三七話 初めて尽くしの一日だ
「だから、妙中さんに付き合ってくださいと言われた時に、果たして自分にそれが出来るのか分かりませんでした。お付き合いする相手の方との接し方が、他の方と同じではいけない――つまり等量の愛情を注ぐだけではいけないのではないかとすぐに考えられましたから。
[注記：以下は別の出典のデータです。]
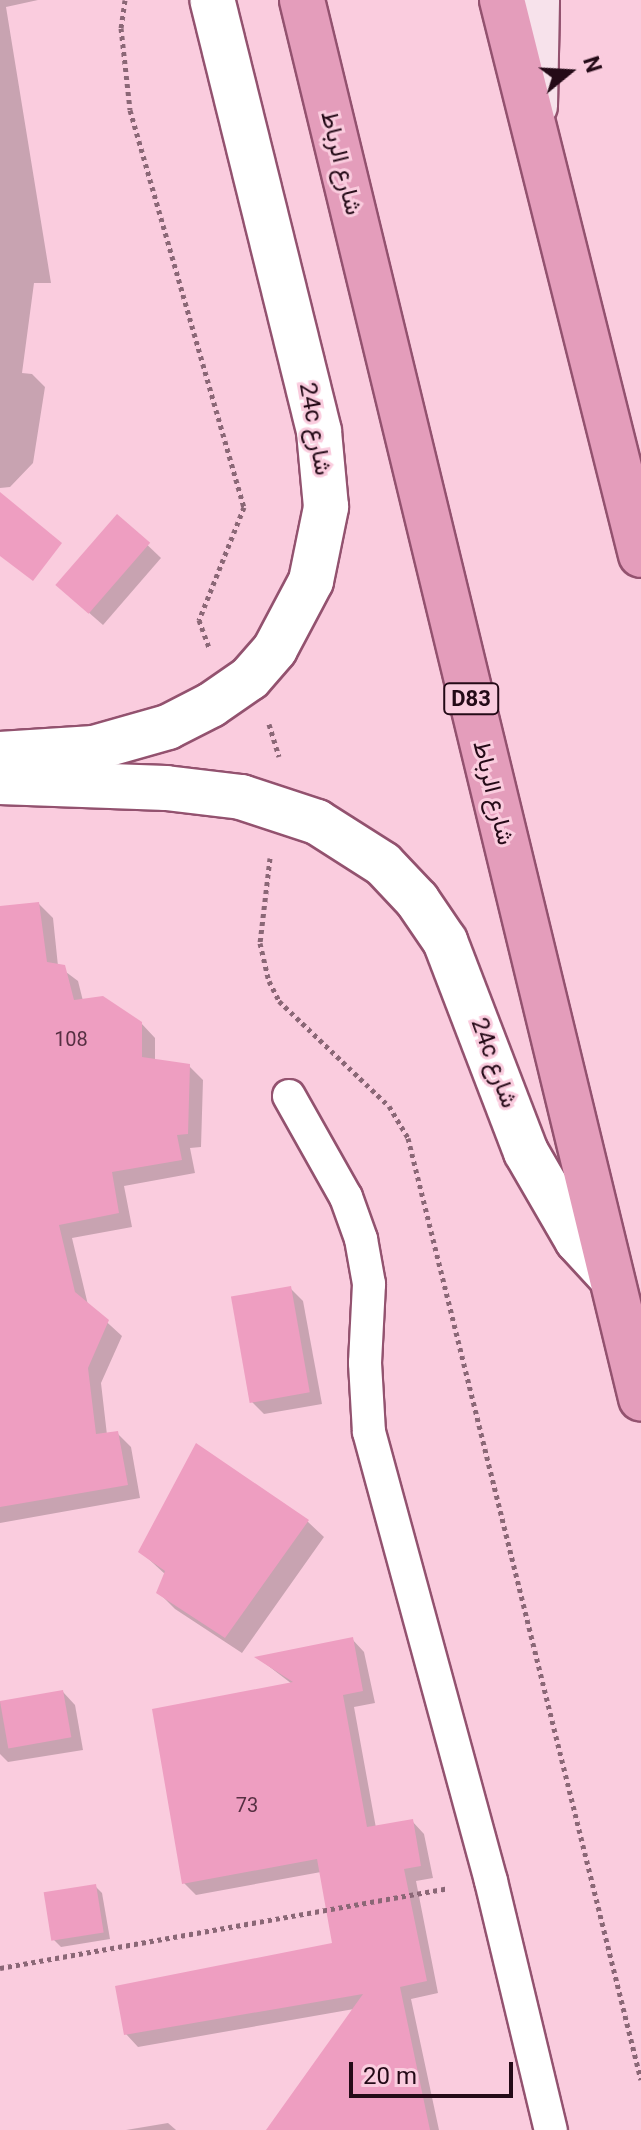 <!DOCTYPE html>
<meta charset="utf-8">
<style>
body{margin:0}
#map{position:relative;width:641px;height:2130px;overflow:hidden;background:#faccde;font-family:Roboto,Vazirmatn,sans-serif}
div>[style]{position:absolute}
.shadow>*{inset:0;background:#0003}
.building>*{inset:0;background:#ee9ec1;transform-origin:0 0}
.path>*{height:5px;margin-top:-2.5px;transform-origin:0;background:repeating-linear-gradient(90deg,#8a6776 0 4px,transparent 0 8px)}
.roads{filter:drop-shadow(2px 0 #93526f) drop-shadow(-2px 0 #93526f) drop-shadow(0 2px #93526f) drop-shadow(0 -2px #93526f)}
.lane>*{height:32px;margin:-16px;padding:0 16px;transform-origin:16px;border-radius:16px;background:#fff}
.street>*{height:44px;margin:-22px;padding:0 22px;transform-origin:22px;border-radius:22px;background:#fff}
.secondary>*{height:44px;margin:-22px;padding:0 22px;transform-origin:22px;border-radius:22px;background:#f7e2eb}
.highway>*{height:44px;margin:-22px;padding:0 22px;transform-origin:22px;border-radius:22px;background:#e49dbb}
span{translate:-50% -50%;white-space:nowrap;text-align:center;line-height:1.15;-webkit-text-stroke:6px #faccde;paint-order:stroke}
.number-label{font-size:20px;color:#562f42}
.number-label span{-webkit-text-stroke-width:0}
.shield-label span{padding:2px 6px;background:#faccde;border:2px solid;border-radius:6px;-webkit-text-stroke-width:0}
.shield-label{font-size:22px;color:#240a17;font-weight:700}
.street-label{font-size:24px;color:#240a17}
.north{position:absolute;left:529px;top:32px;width:80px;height:80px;-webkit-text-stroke:6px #faccde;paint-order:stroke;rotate:72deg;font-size:22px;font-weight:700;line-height:32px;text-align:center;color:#240a17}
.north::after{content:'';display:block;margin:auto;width:28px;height:36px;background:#240a17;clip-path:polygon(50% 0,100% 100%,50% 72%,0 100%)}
.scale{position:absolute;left:349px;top:2062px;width:164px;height:36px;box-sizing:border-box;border:4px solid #240a17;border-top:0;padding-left:10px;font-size:24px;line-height:28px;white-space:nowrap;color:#240a17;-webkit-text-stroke:6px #faccde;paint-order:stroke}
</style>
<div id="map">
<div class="shadow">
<i style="clip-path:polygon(0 0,38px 0,6px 7px,51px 283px,34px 283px,22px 373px,32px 374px,45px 387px,33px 463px,10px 487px,0 488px)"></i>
<i style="clip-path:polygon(118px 517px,161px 558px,103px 625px,71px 597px)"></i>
<i style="clip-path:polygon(39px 904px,53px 918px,58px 966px,78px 981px,83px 1001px,141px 1023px,155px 1038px,155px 1061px,189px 1066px,203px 1080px,201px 1147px,190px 1148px,195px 1173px,124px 1186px,132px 1227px,72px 1238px,88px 1305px,122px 1336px,101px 1383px,107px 1435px,117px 1433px,131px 1447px,140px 1498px,0 1523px,0 908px)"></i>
<i style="clip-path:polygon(290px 1288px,303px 1301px,322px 1404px,264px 1414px,252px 1402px)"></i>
<i style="clip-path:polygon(307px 1521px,324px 1537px,242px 1653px,175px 1609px,158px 1592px,166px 1575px,141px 1552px)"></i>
<i style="clip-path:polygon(352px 1639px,364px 1652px,375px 1703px,354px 1707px,376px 1828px,412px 1821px,424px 1834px,433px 1878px,416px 1881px,438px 1993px,411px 1999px,439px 2130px,279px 2130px,354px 2009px,138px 2047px,126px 2034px,334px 1945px,321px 1872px,196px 1895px,184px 1883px,292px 1684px,258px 1658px)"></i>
<i style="clip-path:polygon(63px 1692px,75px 1705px,83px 1750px,8px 1762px,0 1754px,0 1702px)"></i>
<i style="clip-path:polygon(95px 1886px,102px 1893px,110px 1939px,61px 1947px,54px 1940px)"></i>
<i style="clip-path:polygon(168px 2123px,176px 2130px,126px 2130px)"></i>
</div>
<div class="building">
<i style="clip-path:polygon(0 492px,62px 543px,33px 581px,0 556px)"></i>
<i style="left:117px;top:514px;width:44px;height:94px;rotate:41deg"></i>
<i style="clip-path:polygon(39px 902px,47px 962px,65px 965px,74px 1000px,103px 996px,142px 1022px,142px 1057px,190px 1064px,188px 1134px,177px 1135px,182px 1160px,112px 1172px,119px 1213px,59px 1225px,75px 1292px,109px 1320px,88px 1368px,96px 1434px,118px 1431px,128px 1485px,0 1507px,0 906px)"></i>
<i style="left:291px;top:1286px;width:108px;height:61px;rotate:80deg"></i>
<i style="clip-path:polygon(196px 1443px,309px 1520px,225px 1638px,156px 1593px,165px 1571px,138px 1552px)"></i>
<i style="clip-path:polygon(353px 1637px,363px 1691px,343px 1695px,367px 1827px,413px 1819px,421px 1866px,404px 1869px,427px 1981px,400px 1987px,430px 2130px,266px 2130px,363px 1994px,124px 2035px,115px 1986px,332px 1943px,317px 1859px,182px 1884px,152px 1709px,293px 1682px,254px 1657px)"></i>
<i style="left:63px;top:1690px;width:48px;height:64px;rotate:80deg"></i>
<i style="left:96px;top:1884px;width:49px;height:53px;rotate:81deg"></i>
</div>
<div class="path">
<i style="left:125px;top:0;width:28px;rotate:98deg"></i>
<i style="left:121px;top:28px;width:82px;rotate:83.7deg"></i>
<i style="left:130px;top:110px;width:413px;rotate:74deg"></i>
<i style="left:244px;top:507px;width:122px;rotate:111.7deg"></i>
<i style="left:199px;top:620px;width:29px;rotate:70deg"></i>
<i style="left:269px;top:724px;width:34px;rotate:73deg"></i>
<i style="left:270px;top:858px;width:86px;rotate:96.7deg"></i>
<i style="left:260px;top:943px;width:39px;rotate:77deg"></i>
<i style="left:269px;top:981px;width:22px;rotate:63deg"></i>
<i style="left:279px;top:1001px;width:152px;rotate:43.7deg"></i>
<i style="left:389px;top:1106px;width:37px;rotate:59deg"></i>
<i style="left:408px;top:1138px;width:970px;rotate:76.11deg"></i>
<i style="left:0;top:1968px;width:455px;rotate:-10.1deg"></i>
</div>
<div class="roads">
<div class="lane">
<i style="left:289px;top:1096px;width:116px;rotate:60.6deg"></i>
<i style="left:346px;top:1197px;width:45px;rotate:70.3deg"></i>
<i style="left:361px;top:1239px;width:46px;rotate:79.9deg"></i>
<i style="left:369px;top:1284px;width:79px;rotate:92.9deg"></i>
<i style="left:365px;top:1363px;width:69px;rotate:86.7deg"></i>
<i style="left:369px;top:1432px;width:465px;rotate:74.8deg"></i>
<i style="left:491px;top:1881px;width:256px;rotate:76.5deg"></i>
</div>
<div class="street">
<i style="left:0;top:754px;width:94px;rotate:-3.7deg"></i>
<i style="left:94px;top:748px;width:77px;rotate:-15.8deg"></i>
<i style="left:168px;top:727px;width:48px;rotate:-27.1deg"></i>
<i style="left:211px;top:705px;width:47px;rotate:-34.7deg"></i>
<i style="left:250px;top:678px;width:38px;rotate:-49deg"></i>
<i style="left:275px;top:649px;width:77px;rotate:-62.1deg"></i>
<i style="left:311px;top:581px;width:76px;rotate:-78.5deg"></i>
<i style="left:326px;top:507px;width:76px;rotate:-95.3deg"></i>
<i style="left:319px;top:431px;width:444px;rotate:-103.9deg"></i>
<i style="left:0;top:782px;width:166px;rotate:2.1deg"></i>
<i style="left:166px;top:788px;width:76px;rotate:6.8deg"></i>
<i style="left:241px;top:797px;width:80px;rotate:18.2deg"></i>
<i style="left:317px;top:822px;width:78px;rotate:32.5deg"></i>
<i style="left:383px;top:864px;width:50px;rotate:46.6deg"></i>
<i style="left:417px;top:900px;width:50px;rotate:55.7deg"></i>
<i style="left:445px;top:941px;width:226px;rotate:69deg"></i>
<i style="left:526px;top:1152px;width:102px;rotate:59.9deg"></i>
<i style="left:577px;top:1240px;width:50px;rotate:47.4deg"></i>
</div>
<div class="secondary">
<i style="left:535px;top:106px;width:106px;rotate:-88.9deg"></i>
</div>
<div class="highway">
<i style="left:302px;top:0;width:1439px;rotate:76.37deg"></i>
<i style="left:502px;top:0;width:572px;rotate:75.94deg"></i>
</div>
</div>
<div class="number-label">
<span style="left:71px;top:1039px">108</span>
<span style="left:247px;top:1805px">73</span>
</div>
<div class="shield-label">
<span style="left:471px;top:699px">D83</span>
</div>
<div class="street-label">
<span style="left:341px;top:163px;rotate:76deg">شارع الرباط</span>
<span style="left:315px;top:429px;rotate:80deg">24c شارع</span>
<span style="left:493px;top:793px;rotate:76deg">شارع الرباط</span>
<span style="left:494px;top:1063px;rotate:70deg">24c شارع</span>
</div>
<div class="north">N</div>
<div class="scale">20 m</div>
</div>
しかし――、乞われたのならば、応える必要を感じました」
夕陽が沈みかけ、川面は嘘くさく光を反射している。
既に六穂に手首を掴まれてはいないが、もう逃げる気も無い。
こいつの捻じれてしまった生き方をじっと聞いていた。
――こいつは、いつも表情一つ変えない余裕綽々な野郎かと思っていたけど、逆だ。
表情一つ変える余裕も無い程、擦り減っているんだ。
全く、海凪もなんてやつを好きになってんだか。
呆れて溜息が出る。
「そうかそうか。お前はお前なりに考えがあったわけだ」
こんなこと――こいつにしか思いつかないし――
「接する相手全員に等量の愛情を注ぐ生き方しか出来なくなった文蔵六穂の前に、お前を好きだという一六重人格の女が現れたら、そりゃまあ、そうなるよな」
こいつにしか出来ないよな――
「分かって頂けましたか」
「一六人分」
「そうです。僕は妙中さんの中に何人居るのか、どうしても、知りたかった。そうしないと、僕はどれだけの愛情を妙中さんに注げばいいのか分からなかったからです。それに――」
愛情とか涼しい顔で言う六穂が妙に憎たらしい。
わざと「ふん」と突っぱねるように息を吐く。
「何人分もの愛情を妙中さんに注ぐことが出来たならば、それは、僕は他の人よりも妙中さんのことを好きであるということになりませんか?」
「……なるのか?」
「僕はたとえ、表に出ているのが海凪さん一人だとしても、十六夜さん一人だとしても、裏に居る一五人分も含めて、愛情を注ぐ自信があります。人一人に対して注ぐ愛情を定量化出来る僕だからはっきり言えます。他の人の一六倍、愛します」
「お前さあ……ジブンなんて今日初対面じゃねえか」
どうしてそう恥ずかしいことをこうずけずけと。
「僕の愛は有限ですが無償なんです」
「それにだな、お前、分かってんのか。一六股だぞ。二股三股どころじゃねえ。人生初めての交際が一六股ってなんだよ、駄目だろ」
「一六方向弾なんて、弾幕の内にも入りません」
「何言ってんだ」
「今度お見せしますよ」
「はあ……」
ため息が漏れ、肩肘張っているのが馬鹿らしくなってくる。
「海凪さんも詩織さんも夏妃さんも弥恵さんも心露さんも怜美さんもいつかさんも双葉さんも永遠さんもひなさんも樹衣さんも素仁亜さんも、デス子さんも遺書子さんも地獄子さんも――、そして十六夜さんも、全員」
「なんでいっぺん聞いただけで覚えてんだよ」
「得意なんです」
今日何度目だろうという溜息をつく。
「せめて一五人にしとけ」
「? ――何故ですか?」
「やっぱり気付いてないな――ジブンだけ、男なんだよ」
「アガペーはエロースとは違うので可能です」
「即答すんな!」
思わず大きな声で反応してしまった。自分が今まで表に出てきた経験は全て、他の一五人が耐えられなくなった後のことだったから、こういう会話そのものが初めてだった。
そして――少し、面白いな、と思ってしまった。
「畜生、変なやつだが仕方ない」
改まって話す、という経験も初めてだ。初めて尽くしの一日だ。
「ジブンの居ない間のあいつらのこと――頼む」
誰かに頼みごとをするなんてことも。
「勿論です」
誰かを頼れると思うなんてことも。
「それから」
「はい」
「分母を減らせ。うっすい愛なんざ、一六倍貰っても海凪は喜ばない」
「――努力します」
お前だって、擦り切れるまで無償の愛なんて、注がなくていい。
口には出さなかったけれど。
そしてその日、初めてあのダイアリーに書き込みをした。
――4月28日(木) 安心していい。文蔵六穂って野郎は、お前たちの中に何人居ようがそんなことでお前たちを嫌ったりしない。 ⑯
誰が書いたのか不明のままでも構わなかったのだが、不気味がられると面白くないので一応、サインめいたものだけ入れておいた。